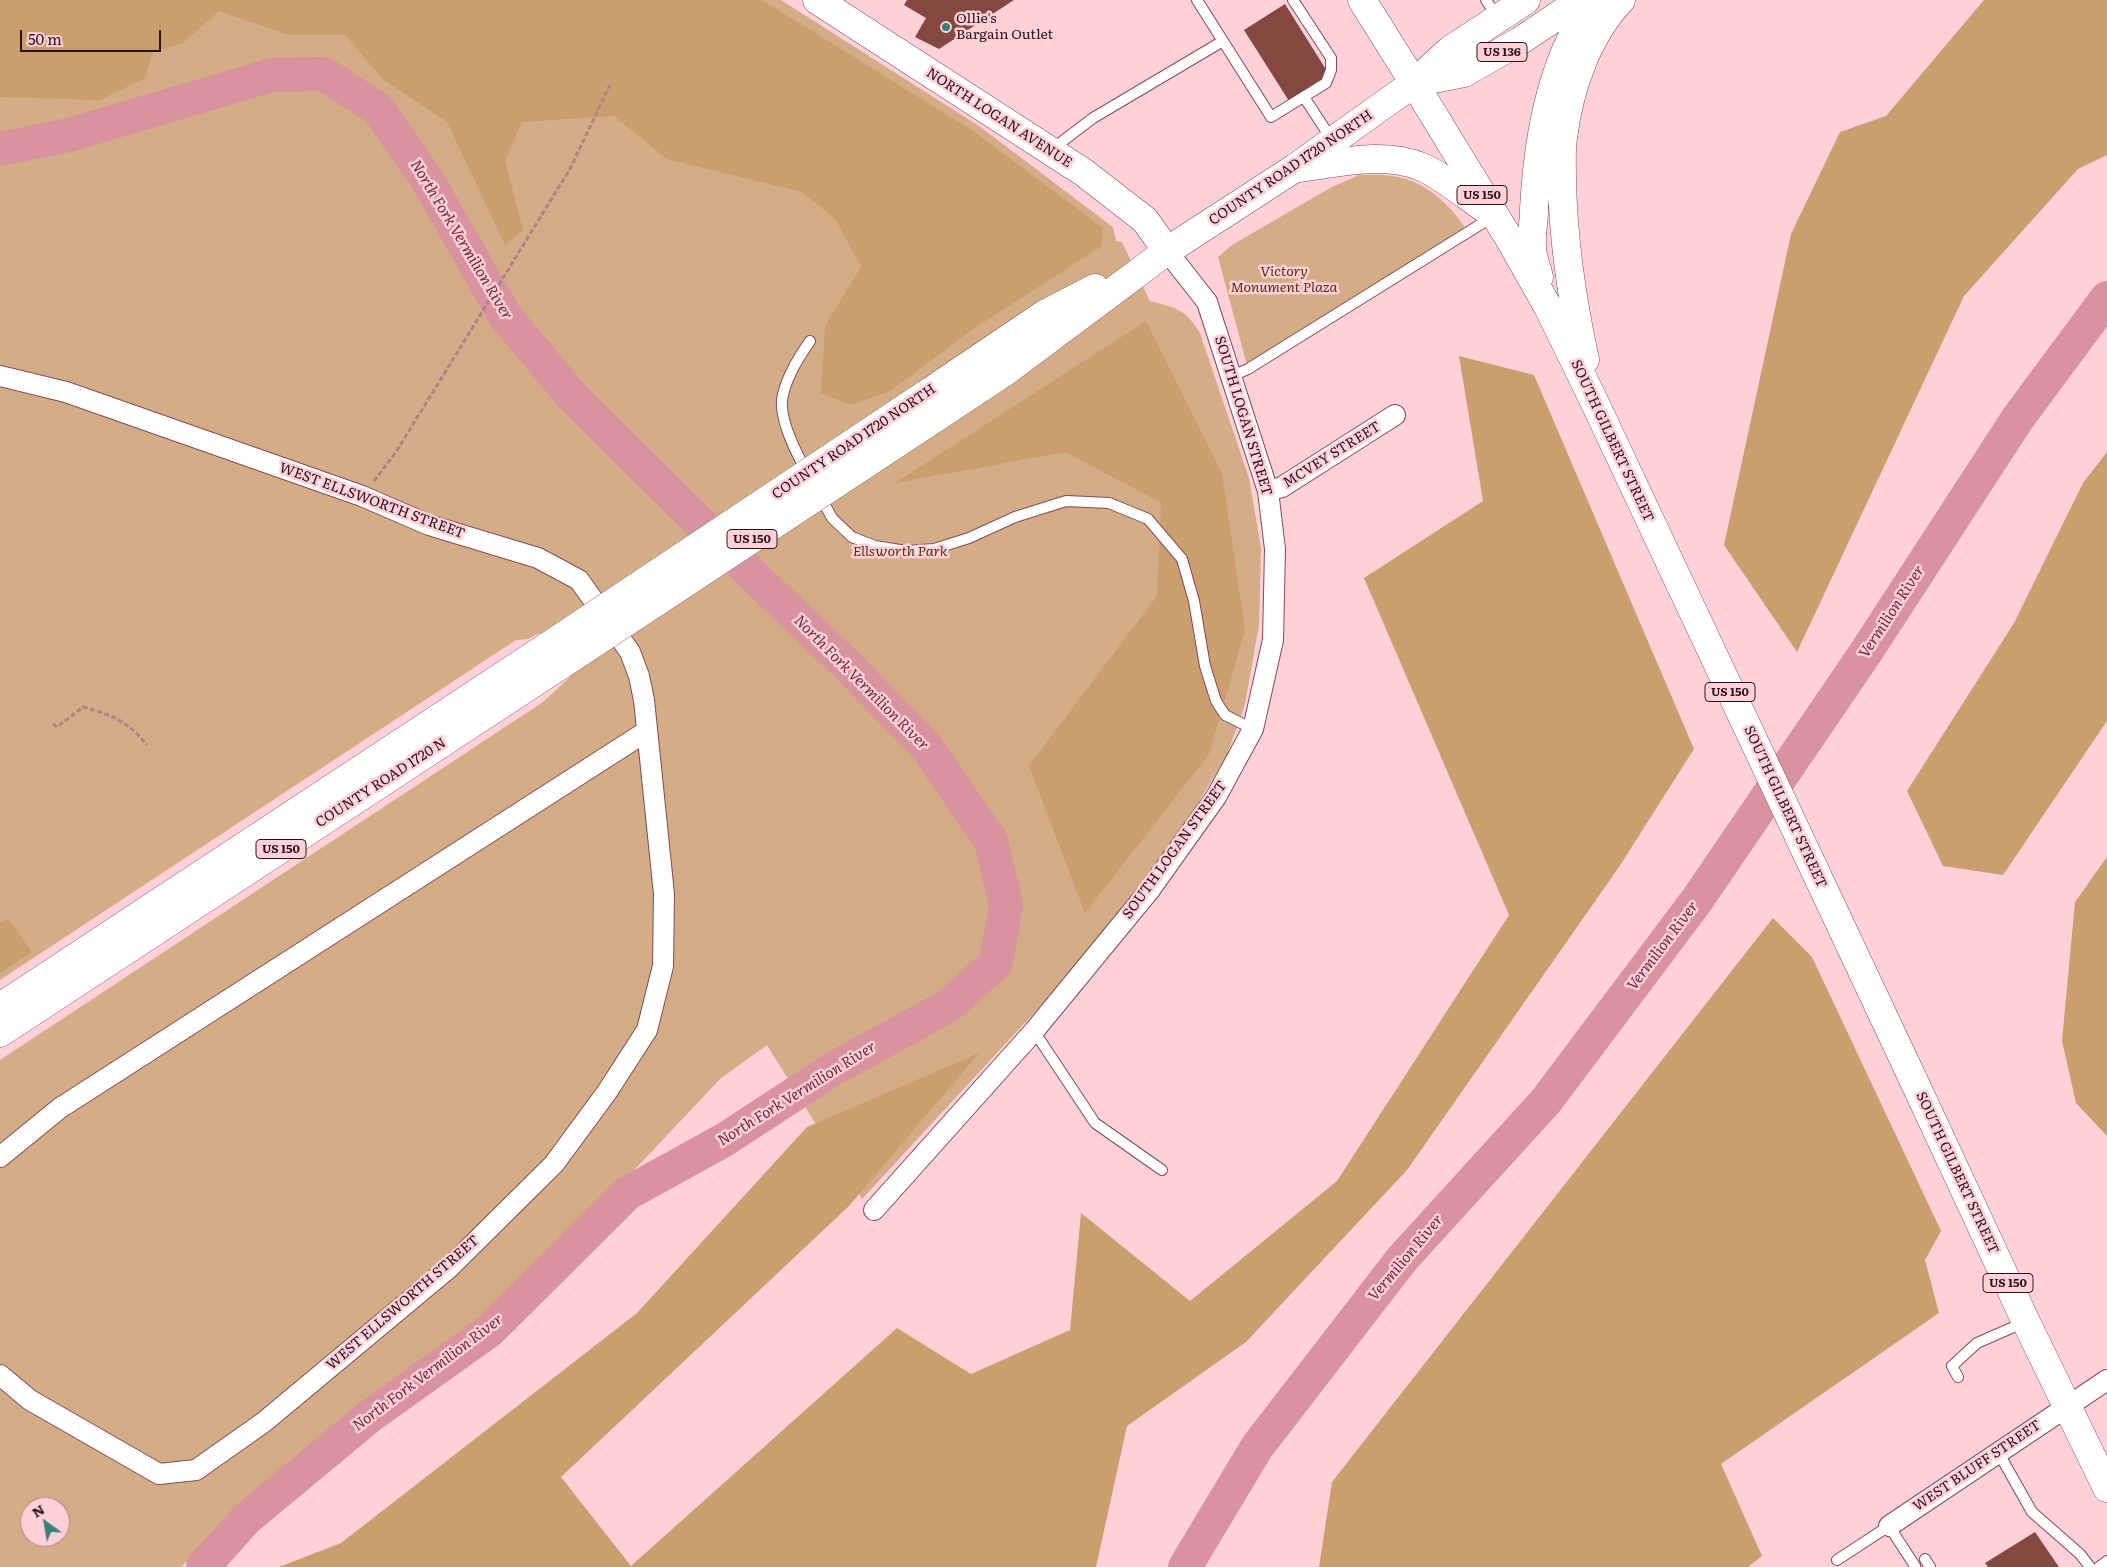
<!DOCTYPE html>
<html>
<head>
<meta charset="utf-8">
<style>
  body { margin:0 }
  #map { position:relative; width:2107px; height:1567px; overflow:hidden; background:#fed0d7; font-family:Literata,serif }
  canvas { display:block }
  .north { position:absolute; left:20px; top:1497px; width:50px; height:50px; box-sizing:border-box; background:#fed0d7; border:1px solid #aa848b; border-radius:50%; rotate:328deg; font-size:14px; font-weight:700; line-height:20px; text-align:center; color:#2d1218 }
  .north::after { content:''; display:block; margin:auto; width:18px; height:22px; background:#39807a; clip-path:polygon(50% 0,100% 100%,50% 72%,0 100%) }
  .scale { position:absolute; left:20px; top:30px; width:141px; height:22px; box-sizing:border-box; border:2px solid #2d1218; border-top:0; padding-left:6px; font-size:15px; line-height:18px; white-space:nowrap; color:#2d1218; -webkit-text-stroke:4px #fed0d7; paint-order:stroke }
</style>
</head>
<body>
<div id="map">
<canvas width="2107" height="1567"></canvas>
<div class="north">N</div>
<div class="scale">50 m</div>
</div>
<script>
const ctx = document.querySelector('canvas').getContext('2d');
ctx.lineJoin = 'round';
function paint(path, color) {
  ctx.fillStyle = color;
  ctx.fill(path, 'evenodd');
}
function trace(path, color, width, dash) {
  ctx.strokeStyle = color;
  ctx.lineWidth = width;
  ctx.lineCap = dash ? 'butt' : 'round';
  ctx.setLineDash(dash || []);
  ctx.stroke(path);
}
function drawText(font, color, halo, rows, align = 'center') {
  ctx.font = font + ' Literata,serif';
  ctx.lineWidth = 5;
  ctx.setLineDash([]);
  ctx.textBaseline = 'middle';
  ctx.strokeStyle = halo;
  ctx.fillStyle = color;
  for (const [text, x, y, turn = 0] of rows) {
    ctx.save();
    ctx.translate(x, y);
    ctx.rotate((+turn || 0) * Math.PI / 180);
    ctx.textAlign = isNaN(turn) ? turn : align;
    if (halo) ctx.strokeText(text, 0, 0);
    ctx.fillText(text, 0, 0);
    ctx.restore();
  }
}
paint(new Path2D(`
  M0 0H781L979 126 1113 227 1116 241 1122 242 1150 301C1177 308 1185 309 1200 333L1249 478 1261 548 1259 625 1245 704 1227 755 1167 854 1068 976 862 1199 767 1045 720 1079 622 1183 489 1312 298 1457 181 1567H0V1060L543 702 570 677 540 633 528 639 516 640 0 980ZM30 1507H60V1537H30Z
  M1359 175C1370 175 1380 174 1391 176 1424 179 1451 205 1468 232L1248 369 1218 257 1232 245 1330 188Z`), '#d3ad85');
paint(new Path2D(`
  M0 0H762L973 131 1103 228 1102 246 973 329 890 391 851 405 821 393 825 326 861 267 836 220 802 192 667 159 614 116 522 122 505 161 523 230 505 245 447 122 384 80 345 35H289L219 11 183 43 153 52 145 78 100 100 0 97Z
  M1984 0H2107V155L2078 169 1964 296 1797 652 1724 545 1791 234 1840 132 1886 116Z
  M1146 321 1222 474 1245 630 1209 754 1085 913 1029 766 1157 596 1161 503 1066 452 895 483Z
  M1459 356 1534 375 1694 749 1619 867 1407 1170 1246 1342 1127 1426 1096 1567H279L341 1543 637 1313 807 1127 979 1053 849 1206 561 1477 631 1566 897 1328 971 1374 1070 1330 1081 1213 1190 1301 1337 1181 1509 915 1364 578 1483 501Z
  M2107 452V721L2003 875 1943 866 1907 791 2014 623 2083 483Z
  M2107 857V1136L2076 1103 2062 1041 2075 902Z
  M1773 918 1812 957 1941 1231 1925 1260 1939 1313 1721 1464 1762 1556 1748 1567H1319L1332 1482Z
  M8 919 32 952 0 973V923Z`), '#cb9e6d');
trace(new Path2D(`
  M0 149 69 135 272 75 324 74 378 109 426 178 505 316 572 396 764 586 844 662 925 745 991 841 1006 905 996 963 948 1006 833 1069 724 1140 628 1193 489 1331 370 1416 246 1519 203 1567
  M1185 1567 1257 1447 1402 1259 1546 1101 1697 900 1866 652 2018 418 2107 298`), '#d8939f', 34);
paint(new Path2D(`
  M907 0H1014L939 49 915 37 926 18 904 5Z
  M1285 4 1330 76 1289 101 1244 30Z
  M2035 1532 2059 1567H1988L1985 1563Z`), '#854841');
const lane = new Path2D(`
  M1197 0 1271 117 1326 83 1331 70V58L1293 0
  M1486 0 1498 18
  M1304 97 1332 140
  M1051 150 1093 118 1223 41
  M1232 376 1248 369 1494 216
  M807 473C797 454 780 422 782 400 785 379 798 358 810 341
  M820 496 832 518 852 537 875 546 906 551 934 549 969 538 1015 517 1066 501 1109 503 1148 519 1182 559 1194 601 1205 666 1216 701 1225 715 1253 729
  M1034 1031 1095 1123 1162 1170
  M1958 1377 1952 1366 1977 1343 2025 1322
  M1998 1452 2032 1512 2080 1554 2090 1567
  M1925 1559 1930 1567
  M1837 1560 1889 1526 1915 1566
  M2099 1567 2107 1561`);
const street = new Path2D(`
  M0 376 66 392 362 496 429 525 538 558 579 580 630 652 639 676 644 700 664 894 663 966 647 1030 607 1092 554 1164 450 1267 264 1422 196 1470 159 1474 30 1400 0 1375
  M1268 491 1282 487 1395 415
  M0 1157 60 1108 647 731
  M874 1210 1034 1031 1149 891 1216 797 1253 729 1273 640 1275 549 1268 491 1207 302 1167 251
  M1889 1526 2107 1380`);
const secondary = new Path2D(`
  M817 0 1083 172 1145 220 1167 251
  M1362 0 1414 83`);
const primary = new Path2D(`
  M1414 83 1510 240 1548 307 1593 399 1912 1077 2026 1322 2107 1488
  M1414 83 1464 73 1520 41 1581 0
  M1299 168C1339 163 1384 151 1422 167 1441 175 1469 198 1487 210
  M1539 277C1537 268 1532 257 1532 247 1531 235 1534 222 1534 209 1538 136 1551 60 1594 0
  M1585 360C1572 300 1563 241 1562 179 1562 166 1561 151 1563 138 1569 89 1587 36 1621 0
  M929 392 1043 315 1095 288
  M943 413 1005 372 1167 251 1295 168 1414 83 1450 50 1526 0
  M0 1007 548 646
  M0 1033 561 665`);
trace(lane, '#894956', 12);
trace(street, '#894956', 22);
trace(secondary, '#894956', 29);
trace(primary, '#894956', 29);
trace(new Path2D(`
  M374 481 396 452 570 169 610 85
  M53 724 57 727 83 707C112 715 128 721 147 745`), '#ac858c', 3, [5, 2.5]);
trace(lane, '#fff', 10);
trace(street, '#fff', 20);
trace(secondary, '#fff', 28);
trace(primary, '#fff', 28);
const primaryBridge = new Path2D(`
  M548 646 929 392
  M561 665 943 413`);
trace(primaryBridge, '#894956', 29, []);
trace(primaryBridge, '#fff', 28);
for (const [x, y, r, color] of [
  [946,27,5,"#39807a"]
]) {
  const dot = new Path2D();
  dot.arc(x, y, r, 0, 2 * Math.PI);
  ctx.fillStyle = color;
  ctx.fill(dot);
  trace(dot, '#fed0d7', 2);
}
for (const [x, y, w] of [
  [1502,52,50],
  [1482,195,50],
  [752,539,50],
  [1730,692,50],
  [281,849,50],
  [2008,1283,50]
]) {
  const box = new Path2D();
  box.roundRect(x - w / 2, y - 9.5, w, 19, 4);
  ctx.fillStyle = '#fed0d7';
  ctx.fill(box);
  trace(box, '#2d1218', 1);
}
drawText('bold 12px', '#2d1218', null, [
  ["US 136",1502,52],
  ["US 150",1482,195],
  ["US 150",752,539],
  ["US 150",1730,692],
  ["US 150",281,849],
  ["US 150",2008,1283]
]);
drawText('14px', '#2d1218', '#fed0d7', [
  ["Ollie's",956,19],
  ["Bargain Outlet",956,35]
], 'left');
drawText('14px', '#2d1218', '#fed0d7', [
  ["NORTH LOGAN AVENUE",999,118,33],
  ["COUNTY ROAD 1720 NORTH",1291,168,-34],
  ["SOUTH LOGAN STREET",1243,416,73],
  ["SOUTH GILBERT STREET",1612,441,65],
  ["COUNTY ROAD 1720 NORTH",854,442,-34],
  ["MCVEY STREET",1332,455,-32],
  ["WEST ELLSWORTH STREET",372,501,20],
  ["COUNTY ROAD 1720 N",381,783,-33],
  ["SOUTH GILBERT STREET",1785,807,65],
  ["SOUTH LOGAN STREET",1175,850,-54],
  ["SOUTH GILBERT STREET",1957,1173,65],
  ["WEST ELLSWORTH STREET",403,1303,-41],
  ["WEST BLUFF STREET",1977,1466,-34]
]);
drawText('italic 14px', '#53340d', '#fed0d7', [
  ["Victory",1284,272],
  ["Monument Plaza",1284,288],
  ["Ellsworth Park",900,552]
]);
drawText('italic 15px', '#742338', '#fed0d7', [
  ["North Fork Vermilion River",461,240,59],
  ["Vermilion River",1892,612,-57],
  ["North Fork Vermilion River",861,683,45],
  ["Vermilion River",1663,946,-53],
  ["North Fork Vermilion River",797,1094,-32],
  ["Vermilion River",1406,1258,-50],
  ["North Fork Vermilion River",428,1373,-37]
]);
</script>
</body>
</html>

☆ ☆ ☆ ☆ ☆ ☆ ☆

Your objective:
Reply with a number only, showing how many lines of the material contain the word "rows".

Response to this task:
2